[SOURCE DATA Boundary: Start]

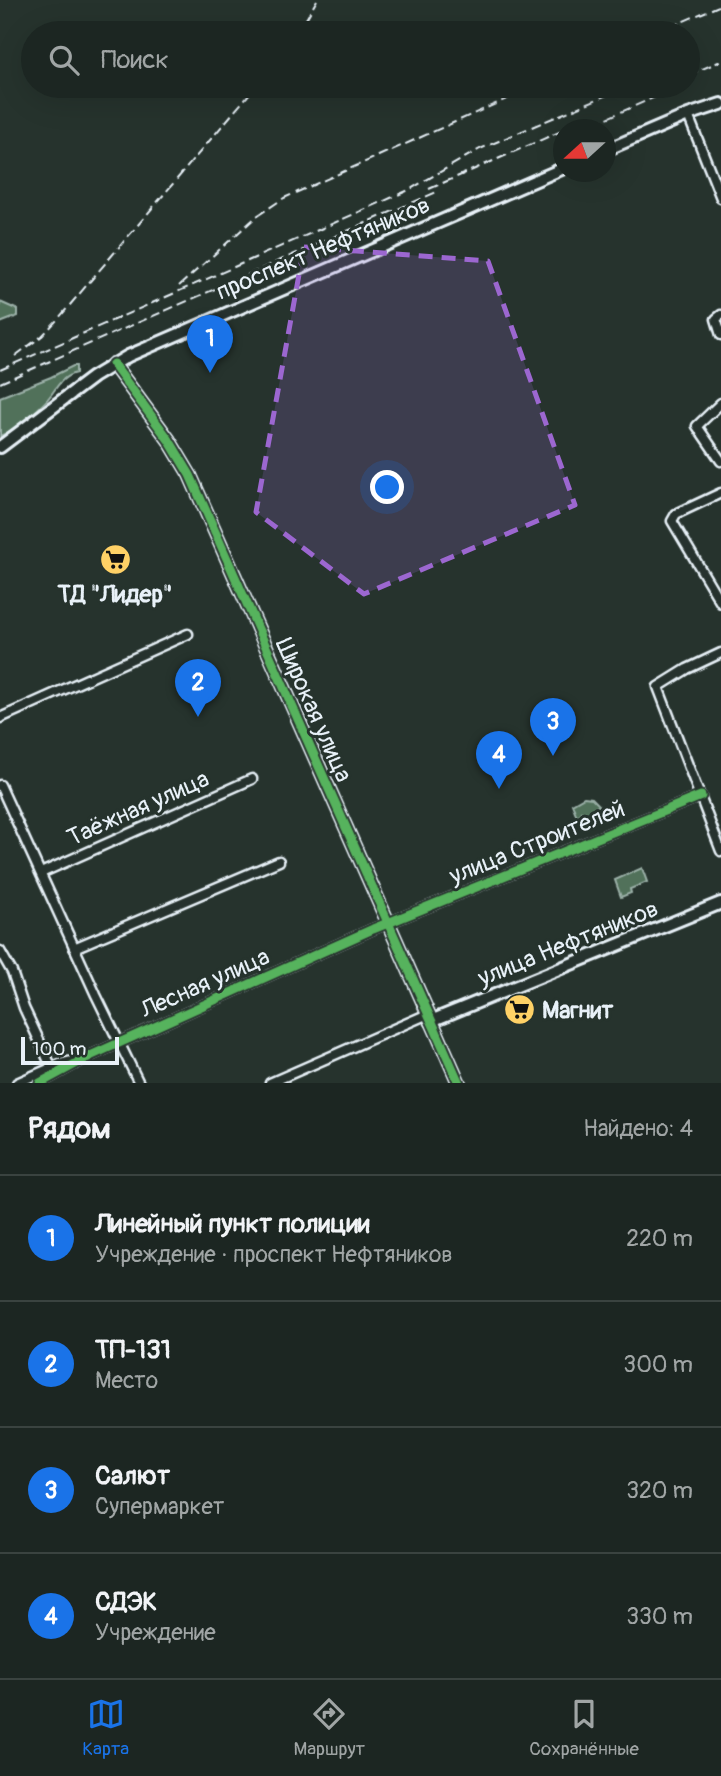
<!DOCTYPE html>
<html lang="ru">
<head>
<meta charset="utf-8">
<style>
	body { margin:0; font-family:Pangolin,sans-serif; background:#29322f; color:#f1f3f6 }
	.compass { position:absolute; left:553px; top:119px; width:63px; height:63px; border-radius:50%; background:#1c2622; box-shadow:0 7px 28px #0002; rotate:249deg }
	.scale { position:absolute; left:21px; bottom:18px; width:98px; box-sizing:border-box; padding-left:7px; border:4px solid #e8f1f8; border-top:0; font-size:19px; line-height:24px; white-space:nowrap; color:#e8f1f8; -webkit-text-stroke:5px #26332d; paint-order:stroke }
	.you { position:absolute; left:388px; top:488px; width:24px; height:24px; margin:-18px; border:5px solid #fff; border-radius:50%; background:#1a73e8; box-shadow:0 0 0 10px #1a73e833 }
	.badge { display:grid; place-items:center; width:46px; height:46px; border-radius:50%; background:#1a73e8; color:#fff; font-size:23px; font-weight:700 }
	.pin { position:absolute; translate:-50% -58px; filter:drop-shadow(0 2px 4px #0008) }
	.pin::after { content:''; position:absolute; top:37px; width:24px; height:21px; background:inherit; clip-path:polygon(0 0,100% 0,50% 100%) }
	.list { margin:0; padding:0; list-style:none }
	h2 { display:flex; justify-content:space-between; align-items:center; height:91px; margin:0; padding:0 28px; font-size:30px }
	h2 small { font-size:23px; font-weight:400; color:#a0a5a5 }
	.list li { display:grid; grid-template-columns:46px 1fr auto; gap:21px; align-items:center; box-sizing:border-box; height:126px; padding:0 28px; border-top:2px solid #3a4340 }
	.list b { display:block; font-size:26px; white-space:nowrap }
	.list p { margin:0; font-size:23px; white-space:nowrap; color:#a0a5a5 }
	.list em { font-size:23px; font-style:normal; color:#a0a5a5 }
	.icon { flex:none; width:38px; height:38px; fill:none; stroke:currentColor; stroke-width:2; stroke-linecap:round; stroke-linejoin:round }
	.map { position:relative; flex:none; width:721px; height:1083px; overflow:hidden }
	.search { position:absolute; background:#1c2622; box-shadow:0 7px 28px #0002; left:21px; right:21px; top:21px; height:77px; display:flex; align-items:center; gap:18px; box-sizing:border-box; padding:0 24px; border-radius:38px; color:#a0a5a5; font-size:26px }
	.sheet { height:595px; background:#1c2622 }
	nav { display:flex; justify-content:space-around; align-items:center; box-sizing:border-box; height:98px; border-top:2px solid #3a4340; background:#1c2622; font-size:19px; color:#a0a5a5 }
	nav a { display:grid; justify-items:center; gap:4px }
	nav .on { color:#1a73e8 }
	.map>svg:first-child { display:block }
	.green { fill:#51715a; stroke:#9cb1a9; stroke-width:2 }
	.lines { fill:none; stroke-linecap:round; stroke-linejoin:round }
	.street-casing { stroke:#e8f1f8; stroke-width:13 }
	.secondary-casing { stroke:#e8f1f8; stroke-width:16 }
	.street { stroke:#26332d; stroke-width:8 }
	.secondary { stroke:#26332d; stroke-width:10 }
	.rail { stroke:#e8f1f8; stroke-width:2; stroke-dasharray:10 5; stroke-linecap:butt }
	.cycleway-casing { stroke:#26332d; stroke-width:13 }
	.cycleway { stroke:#56b35d; stroke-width:9 }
	.marked { fill:#9c67d0; fill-opacity:0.2; stroke:#9c67d0; stroke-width:5; stroke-dasharray:14 9; stroke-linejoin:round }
	.labels { text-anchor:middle; stroke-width:6; stroke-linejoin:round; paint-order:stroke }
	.street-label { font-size:24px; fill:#e8f1f8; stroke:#26332d }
	.poi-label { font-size:24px; font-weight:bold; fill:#e8f1f8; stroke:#26332d }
</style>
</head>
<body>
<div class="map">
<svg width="721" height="1083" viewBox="0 0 721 1083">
	<rect width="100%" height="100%" fill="#26332d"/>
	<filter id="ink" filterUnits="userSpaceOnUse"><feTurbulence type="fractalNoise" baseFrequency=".0143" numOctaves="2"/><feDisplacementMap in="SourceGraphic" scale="14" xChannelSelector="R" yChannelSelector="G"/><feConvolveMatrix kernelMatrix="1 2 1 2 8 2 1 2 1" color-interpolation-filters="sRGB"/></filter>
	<g filter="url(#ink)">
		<g class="green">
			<polygon points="0,302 18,310 18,316 0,323"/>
			<path d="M73,366H76V373C59,377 56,391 45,402C33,414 15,430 0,436V397L51,377Z"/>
			<polygon points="584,797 592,798 599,805 589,817 581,812 578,819 572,804"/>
			<polygon points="642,868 647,882 630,889 631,893 621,897 615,880"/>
		</g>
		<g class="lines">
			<defs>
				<g id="street">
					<polyline points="688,115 721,198"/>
					<polyline points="721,315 716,319 721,335"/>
					<polyline points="721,403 697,426 721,461"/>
					<polyline points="721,493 676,514 672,521 721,603"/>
					<polyline points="721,653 687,669 658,687 721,851"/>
					<polyline points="0,718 188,634"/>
					<polyline points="0,785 96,995 139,1083"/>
					<polyline points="41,873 252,779"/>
					<polyline points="74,948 279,861"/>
					<polyline points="0,951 12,972 24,1008 52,1068"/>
					<polyline points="17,1083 60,1064 80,1059"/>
					<polyline points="40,1083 90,1056 373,929 701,796"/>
					<polyline points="270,1083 428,1014"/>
				</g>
				<g id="secondary">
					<polyline points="606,150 688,115 721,104"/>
					<polyline points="113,364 169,440 190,475 459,1083"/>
					<polyline points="0,447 93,377 128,356 564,168"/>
					<polyline points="431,1021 721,903"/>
				</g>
			</defs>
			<use href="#street" class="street-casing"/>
			<use href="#secondary" class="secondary-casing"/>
			<use href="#street" class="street"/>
			<use href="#secondary" class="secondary"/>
			<g class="rail">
				<polyline points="298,33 317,0"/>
				<polyline points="656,33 721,5"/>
				<polyline points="688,60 699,55"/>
				<polyline points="688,75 721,61"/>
				<polyline points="580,130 680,86"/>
				<polyline points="429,189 564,130"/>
				<polyline points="179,286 257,216 284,198 536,86"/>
				<polyline points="15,356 42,336 58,319 256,86"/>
				<polyline points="0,370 409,190 480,149 628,86"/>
				<polyline points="0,383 439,191"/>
			</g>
			<defs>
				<g id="cycleway">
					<polyline points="113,364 169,440 190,475 459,1083"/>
					<polyline points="40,1083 90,1056 373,929 701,796"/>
				</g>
			</defs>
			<use href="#cycleway" class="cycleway-casing"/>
			<use href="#cycleway" class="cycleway"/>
		</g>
	</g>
	<path class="marked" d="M304,247L488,261L575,505L364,594L256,512Z"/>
	<defs>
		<symbol id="supermarket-disc" viewBox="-11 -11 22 22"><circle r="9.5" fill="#ffd166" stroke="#26332d"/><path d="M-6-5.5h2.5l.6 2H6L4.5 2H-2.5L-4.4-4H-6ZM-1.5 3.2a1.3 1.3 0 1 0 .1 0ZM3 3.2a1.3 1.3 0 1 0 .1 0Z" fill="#111"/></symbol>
	</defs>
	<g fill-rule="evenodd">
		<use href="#supermarket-disc" x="98" y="542" width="35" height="35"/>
		<use href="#supermarket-disc" x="502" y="992" width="35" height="35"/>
	</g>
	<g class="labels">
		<g class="street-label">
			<text transform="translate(323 248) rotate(-23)" y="8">проспект Нефтяников</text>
			<text transform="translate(314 710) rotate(66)" y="8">Широкая улица</text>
			<text transform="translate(138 808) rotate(-24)" y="8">Таёжная улица</text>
			<text transform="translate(537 842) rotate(-22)" y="8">улица Строителей</text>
			<text transform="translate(568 943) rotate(-22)" y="8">улица Нефтяников</text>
			<text transform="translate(205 983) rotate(-24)" y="8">Лесная улица</text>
		</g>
		<g class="poi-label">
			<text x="115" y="602">ТД "Лидер"</text>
			<text x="542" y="1018" text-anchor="start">Магнит</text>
		</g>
	</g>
</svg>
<svg class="compass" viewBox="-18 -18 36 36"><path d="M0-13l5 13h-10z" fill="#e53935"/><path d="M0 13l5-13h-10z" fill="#a0a5a5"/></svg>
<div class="scale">100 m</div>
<div class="you"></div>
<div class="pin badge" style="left:210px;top:373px">1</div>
<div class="pin badge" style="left:198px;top:717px">2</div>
<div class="pin badge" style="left:553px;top:756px">3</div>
<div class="pin badge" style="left:499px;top:789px">4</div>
<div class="search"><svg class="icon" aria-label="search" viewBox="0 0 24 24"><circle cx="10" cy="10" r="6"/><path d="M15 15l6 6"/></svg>Поиск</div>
</div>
<section class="sheet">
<h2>Рядом<small>Найдено: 4</small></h2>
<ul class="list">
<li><span class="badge">1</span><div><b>Линейный пункт полиции</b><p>Учреждение · проспект Нефтяников</p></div><em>220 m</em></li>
<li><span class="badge">2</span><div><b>ТП-131</b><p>Место</p></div><em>300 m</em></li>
<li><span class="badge">3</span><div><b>Салют</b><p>Супермаркет</p></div><em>320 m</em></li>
<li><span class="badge">4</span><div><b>СДЭК</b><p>Учреждение</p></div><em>330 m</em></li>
</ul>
</section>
<nav>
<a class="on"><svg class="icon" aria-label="map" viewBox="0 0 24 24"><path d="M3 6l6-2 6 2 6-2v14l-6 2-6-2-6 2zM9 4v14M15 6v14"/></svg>Карта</a>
<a><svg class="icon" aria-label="directions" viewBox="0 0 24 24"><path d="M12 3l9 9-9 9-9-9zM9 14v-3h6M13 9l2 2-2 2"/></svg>Маршрут</a>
<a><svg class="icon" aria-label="saved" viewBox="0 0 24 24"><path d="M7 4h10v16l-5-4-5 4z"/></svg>Сохранённые</a>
</nav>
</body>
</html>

[SOURCE DATA Boundary: End]

_ACTIVITY:_
Among the records, find all lines that include the string "filter" and return them.

_RESULT BELOW:_
	.pin { position:absolute; translate:-50% -58px; filter:drop-shadow(0 2px 4px #0008) }
	<filter id="ink" filterUnits="userSpaceOnUse"><feTurbulence type="fractalNoise" baseFrequency=".0143" numOctaves="2"/><feDisplacementMap in="SourceGraphic" scale="14" xChannelSelector="R" yChannelSelector="G"/><feConvolveMatrix kernelMatrix="1 2 1 2 8 2 1 2 1" color-interpolation-filters="sRGB"/></filter>
	<g filter="url(#ink)">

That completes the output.